また、実山椒(みさんしょう)を使用することで豊かな香りが広がり、程良い辛みがアクセントになる。実山椒の枝外し作業は、地域の障害福祉サービス事業所が行っている。小さな実を扱うため、こういった細やかな作業が得意な方に依頼しているという。
「商品をつくるなかで私たちが苦手なことを、地域の方に仕事として依頼できる、それがひとつの社会貢献になれば」と語った。
”行列のできるしらす屋さんのゆず醤油(白・黒)” は、お客さまがしらす丼に醤油をかけた後、さっと柚子果汁をかける光景を目にしたことから開発がスタートしたという。
高知で柚子を生産する “北川村ゆず王国” の協力を得て、柚子果汁の割合を試行錯誤し、最も風味が生きる5割に調整。その結果、 “ゆず醤油” という新たな味が誕生した。
さらに、関西と関東で醤油の好みが異なることを踏まえ、すっきりとした味わいの白醤油を使用した “白” と、コクのある濃口醬油を使用した “黒” の2種類を考案。
食のシーンを考えながら、地域性や味の好みに応じた細やかな配慮が、土佐角弘海産の美味しさを広めたいというお客さまの思いに繋がっているのだろう。
行列のできるしらす屋さんのゆず醤油
また商品のパッケージデザインは、全体的に統一感を持たせ、魅力的な印象を与える工夫を施している。
天日干しした釜揚げしらすを自社工場内でプレスし、旨味をぎゅっと詰め込んだ ”朝獲れしらすのおつまみせんべい” のパッケージは、”パッチ網漁法” をモチーフに、網目越しにせんべいが透けて見えるデザインになっている。裏側の商品読み取りバーコードには、海に浮かぶ船がプリントされており、高知の漁業文化をイメージさせるようなデザインで思わず手に取ってしまう。
現在、土佐角弘海産の商品は北海道から九州まで幅広い地域で販売されている。「妻と二人で全国を周りながら実際に販売先を訪れて、お客さまとの関係を築きながら商品戦略を立てて営業をしていきたい。5年後くらいに実現できたら、と思っています。」と北垣さんは語る。

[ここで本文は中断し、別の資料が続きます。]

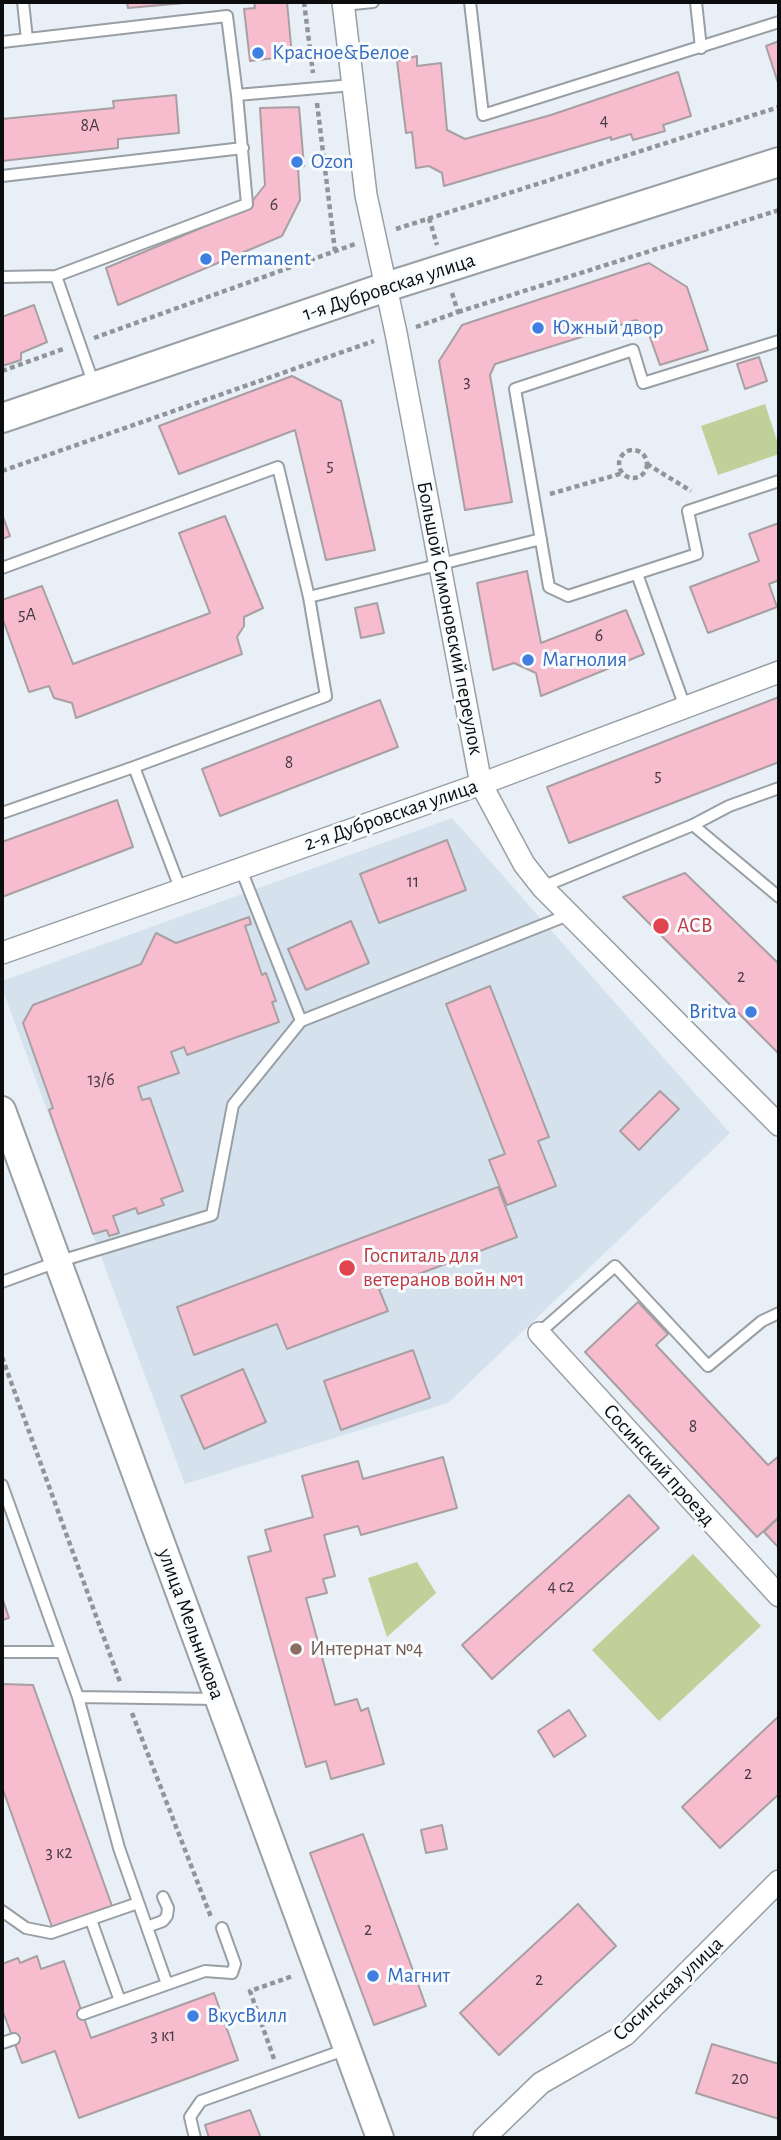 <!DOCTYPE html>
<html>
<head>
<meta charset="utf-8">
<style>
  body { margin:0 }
  #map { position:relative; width:781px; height:2140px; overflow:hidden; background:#e8eff6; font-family:"Alegreya Sans",sans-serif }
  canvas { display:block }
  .frame { position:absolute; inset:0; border:4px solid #0b0d0f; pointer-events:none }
</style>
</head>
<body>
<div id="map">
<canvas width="781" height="2140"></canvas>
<div class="frame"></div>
</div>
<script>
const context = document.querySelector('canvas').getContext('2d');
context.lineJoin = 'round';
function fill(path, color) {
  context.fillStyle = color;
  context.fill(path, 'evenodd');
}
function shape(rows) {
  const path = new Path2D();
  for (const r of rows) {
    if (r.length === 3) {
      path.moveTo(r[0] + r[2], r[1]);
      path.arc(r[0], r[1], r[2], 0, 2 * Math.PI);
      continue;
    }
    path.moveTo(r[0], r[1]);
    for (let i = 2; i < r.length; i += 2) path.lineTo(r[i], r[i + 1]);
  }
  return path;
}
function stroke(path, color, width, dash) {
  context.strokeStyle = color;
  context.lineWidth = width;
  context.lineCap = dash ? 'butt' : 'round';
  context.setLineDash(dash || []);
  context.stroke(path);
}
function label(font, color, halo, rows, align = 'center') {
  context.font = font + ' "Alegreya Sans",sans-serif';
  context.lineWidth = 6;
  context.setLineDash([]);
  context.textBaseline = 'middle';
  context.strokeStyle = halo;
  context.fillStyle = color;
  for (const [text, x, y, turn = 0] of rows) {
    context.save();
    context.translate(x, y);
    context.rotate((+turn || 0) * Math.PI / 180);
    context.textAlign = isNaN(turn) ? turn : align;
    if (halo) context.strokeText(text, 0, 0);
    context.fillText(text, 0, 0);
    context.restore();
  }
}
const built = shape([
  [452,818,730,1133,448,1403,185,1484,2,988,2,981]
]);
const green = shape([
  [765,404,779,447,779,454,718,475,701,426],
  [693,1554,761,1626,659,1721,592,1650],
  [417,1562,436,1593,387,1637,368,1578]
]);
const building = shape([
  [127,2,196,2,128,8,127,2],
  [254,2,287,2,292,56,250,61,244,9,255,8,254,2],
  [779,41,779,86,766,46,779,41],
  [417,56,417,66,441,63,447,130,465,139,551,115,678,72,691,116,663,125,665,131,633,140,631,134,611,140,611,137,444,186,442,173,429,166,416,168,412,132,406,133,397,61,417,56],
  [176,95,179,133,118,139,118,148,2,161,2,119,114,108,113,101,176,95],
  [299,107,304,166,298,168,300,200,282,236,118,305,106,268,246,209,265,185,260,108,299,107],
  [649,263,687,287,708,350,660,365,646,326,636,320,495,364,490,375,512,502,465,510,439,361,462,325,649,263],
  [34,305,47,342,21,353,21,360,2,366,2,317,34,305],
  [759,357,767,381,745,389,737,364,759,357],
  [292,376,341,401,375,550,326,560,295,430,179,474,159,426,292,376],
  [2,514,10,536,2,539,2,514],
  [225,516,263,608,244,617,244,626,237,637,242,654,76,718,72,703,54,698,49,686,29,692,2,617,2,600,42,586,73,664,210,613,179,533,225,516],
  [779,523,779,580,769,584,777,607,708,633,690,587,759,561,749,534,779,523],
  [527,571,541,643,626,610,644,654,541,696,536,673,514,663,493,670,477,583,527,571],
  [377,603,384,633,361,638,355,608,377,603],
  [779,697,779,762,569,843,547,787,779,697],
  [380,700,398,747,220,816,202,769,380,700],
  [117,800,133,847,2,897,2,842,117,800],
  [447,840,466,890,379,923,360,874,447,840],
  [685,873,779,964,779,1054,623,897,685,873],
  [249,917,251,924,245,926,262,975,266,973,276,1001,272,1002,279,1022,187,1055,184,1047,171,1052,179,1073,138,1087,142,1100,150,1098,183,1191,161,1199,164,1205,138,1214,136,1208,113,1216,119,1233,109,1236,107,1230,93,1234,49,1110,53,1108,23,1023,33,1005,141,964,156,933,176,943,249,917],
  [351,921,369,963,306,990,288,949,351,921],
  [490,986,549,1137,538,1141,556,1186,507,1205,489,1160,505,1154,446,1004,490,986],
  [660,1091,679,1109,639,1150,620,1131,660,1091],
  [498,1187,517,1237,379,1289,388,1311,287,1349,277,1324,194,1355,177,1307,498,1187],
  [638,1302,668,1334,656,1345,768,1465,779,1456,779,1517,757,1537,585,1352,638,1302],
  [413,1350,430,1398,341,1430,324,1381,413,1350],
  [243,1369,266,1422,204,1449,181,1396,243,1369],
  [443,1457,457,1508,361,1535,358,1526,324,1535,335,1576,323,1579,327,1593,306,1598,335,1705,357,1699,361,1711,368,1708,384,1764,331,1779,326,1761,306,1767,248,1557,271,1551,265,1530,313,1517,302,1476,358,1461,363,1479,443,1457],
  [629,1495,659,1528,492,1679,462,1645,629,1495],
  [779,1517,779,1548,764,1532,779,1517],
  [2,1597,9,1618,2,1620,2,1597],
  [2,1684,33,1685,112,1906,52,1927,2,1787,2,1684],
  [569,1710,586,1736,554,1757,538,1731,569,1710],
  [779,1716,779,1794,720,1848,682,1807,779,1716],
  [442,1825,447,1849,426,1853,421,1830,442,1825],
  [363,1834,426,2006,374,2025,310,1853,363,1834],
  [578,1904,616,1946,499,2055,460,2013,578,1904],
  [37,1956,41,1969,64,1961,91,2038,214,1993,238,2060,79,2118,55,2051,22,2063,2,2009,2,1964,18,1958,20,1963,37,1956],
  [712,2044,779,2064,779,2119,696,2093,712,2044],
  [250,2110,261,2138,209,2138,205,2125,250,2110]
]);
const path = shape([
  [304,2,313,73],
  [317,103,335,251],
  [429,218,437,245],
  [396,229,779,107],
  [458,312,779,210],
  [416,327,458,312,452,293],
  [94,338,355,244],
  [2,371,66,348],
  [633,464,14],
  [647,464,691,491],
  [2,471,374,341],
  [550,494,623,473],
  [2,1357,120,1682],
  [132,1713,211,1917],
  [274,2059,250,1991,293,1976]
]);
const service = shape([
  [23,2,27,39],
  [470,2,483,115,779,22],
  [696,2,701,48],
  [343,5,373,2],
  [2,42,227,16,237,95],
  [2,176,243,148],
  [2,277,56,276],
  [779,341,643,383,633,350,515,389,549,587,568,596,697,554,688,511,779,481],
  [94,385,56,276,247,204,237,95,353,85],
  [2,568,278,467,309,597,541,539],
  [637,574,685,707],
  [134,767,326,696,309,597],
  [2,813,134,767,180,888],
  [693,825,779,897],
  [240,867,301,1021],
  [542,887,693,825,729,806,779,788],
  [2,1282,57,1262,212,1215,233,1105,301,1021,568,915],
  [539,1333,615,1266,708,1366,762,1321,779,1313],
  [2,1485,78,1697,119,1848,167,1984],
  [2,1652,61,1652],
  [78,1697,218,1699],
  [2,1911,26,1928,51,1933,138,1903],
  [91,1920,120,2001],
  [147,1927,163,1921,167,1916,168,1908,163,1897],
  [83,2014,205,1971,232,1973,235,1964,222,1928],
  [2,2043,14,2039],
  [195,2138,190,2117,201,2101,347,2049]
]);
const minor = shape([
  [343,2,366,195,396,333,481,784,524,864,542,887,779,1125],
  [2,953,481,784,779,672],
  [539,1333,779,1596],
  [484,2138,541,2083,625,2035,779,1881]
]);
const tertiary = shape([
  [2,1110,380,2138]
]);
const secondary = shape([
  [2,418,386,287,779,162]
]);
const markers = [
  [258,53,7,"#3f7fe0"],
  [297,162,7,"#3f7fe0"],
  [206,259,7,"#3f7fe0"],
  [538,328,7,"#3f7fe0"],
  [528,660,7,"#3f7fe0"],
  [661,926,9,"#e0444e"],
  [751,1012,7,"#3f7fe0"],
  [347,1268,9,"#e0444e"],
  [296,1649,7,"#8d6e63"],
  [373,1976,7,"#3f7fe0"],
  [193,2016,7,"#3f7fe0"]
];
const numberNames = [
  ["4",604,121],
  ["8А",90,126],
  ["6",274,205],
  ["3",467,382],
  ["5",330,466],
  ["5А",27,615],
  ["6",599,636],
  ["8",289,763],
  ["5",658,776],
  ["11",413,882],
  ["2",741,977],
  ["13/6",101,1080],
  ["8",693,1427],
  ["4 с2",561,1587],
  ["2",748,1774],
  ["3 к2",59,1853],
  ["2",368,1930],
  ["2",539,1980],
  ["3 к1",163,2036],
  ["20",740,2079]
];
const shopNames = [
  ["Красное&Белое",272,53],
  ["Ozon",311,162],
  ["Permanent",220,259],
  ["Южный двор",552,328],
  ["Магнолия",542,660],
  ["Britva",737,1012,"right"],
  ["Магнит",387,1976],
  ["ВкусВилл",207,2016]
];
const streetNames = [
  ["1-я Дубровская улица",389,287,-18],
  ["Большой Симоновский переулок",450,618,79],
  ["2-я Дубровская улица",391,815,-19],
  ["Сосинский проезд",659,1465,48],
  ["улица Мельникова",191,1624,70],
  ["Сосинская улица",668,1989,-43]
];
const healthNames = [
  ["АСВ",677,926],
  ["Госпиталь для",363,1256],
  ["ветеранов войн №1",363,1280]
];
const educationNames = [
  ["Интернат №4",310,1649]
];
fill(built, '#d5e2ed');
fill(green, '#bfd098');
fill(building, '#f7bdcf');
stroke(building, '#a89fa2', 2);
stroke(service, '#989fa5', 14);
stroke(minor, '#989fa5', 24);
stroke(tertiary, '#989fa5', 30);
stroke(secondary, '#989fa5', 32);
stroke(path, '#90959a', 4.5, [5, 3.5]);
stroke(service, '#fff', 10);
stroke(minor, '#fff', 21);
stroke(tertiary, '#fff', 26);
stroke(secondary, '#fff', 28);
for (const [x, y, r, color] of markers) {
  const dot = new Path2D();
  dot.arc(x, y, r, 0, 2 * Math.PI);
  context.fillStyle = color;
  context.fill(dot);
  stroke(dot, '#f9fcfe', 2.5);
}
label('18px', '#46393f', null, numberNames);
label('21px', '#366cbe', '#f9fcfe', shopNames, 'left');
label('21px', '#0b0d0f', '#f9fcfe', streetNames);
label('21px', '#be3a42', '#f9fcfe', healthNames, 'left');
label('21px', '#785e54', '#f9fcfe', educationNames, 'left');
</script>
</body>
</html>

また、しらすの魅力を伝えるため、しらす漁の様子や加工の工程を配信するYouTubeチャンネルを開設している。そこでは漁師やデザイナーに依頼して撮影された、迫力ある映像を見ることができる。
「しらすは栄養豊富なもの。ご家族連れはもちろん、老若男女問わず遊びがてら訪れてほしい」と北垣さんは言った。
家族のように温かく迎え入れてくれる土佐角弘海産で、極上の "美味しい"に出会いたい方は是非土佐角弘海産の製造直売所へ足を運んでみてほしい。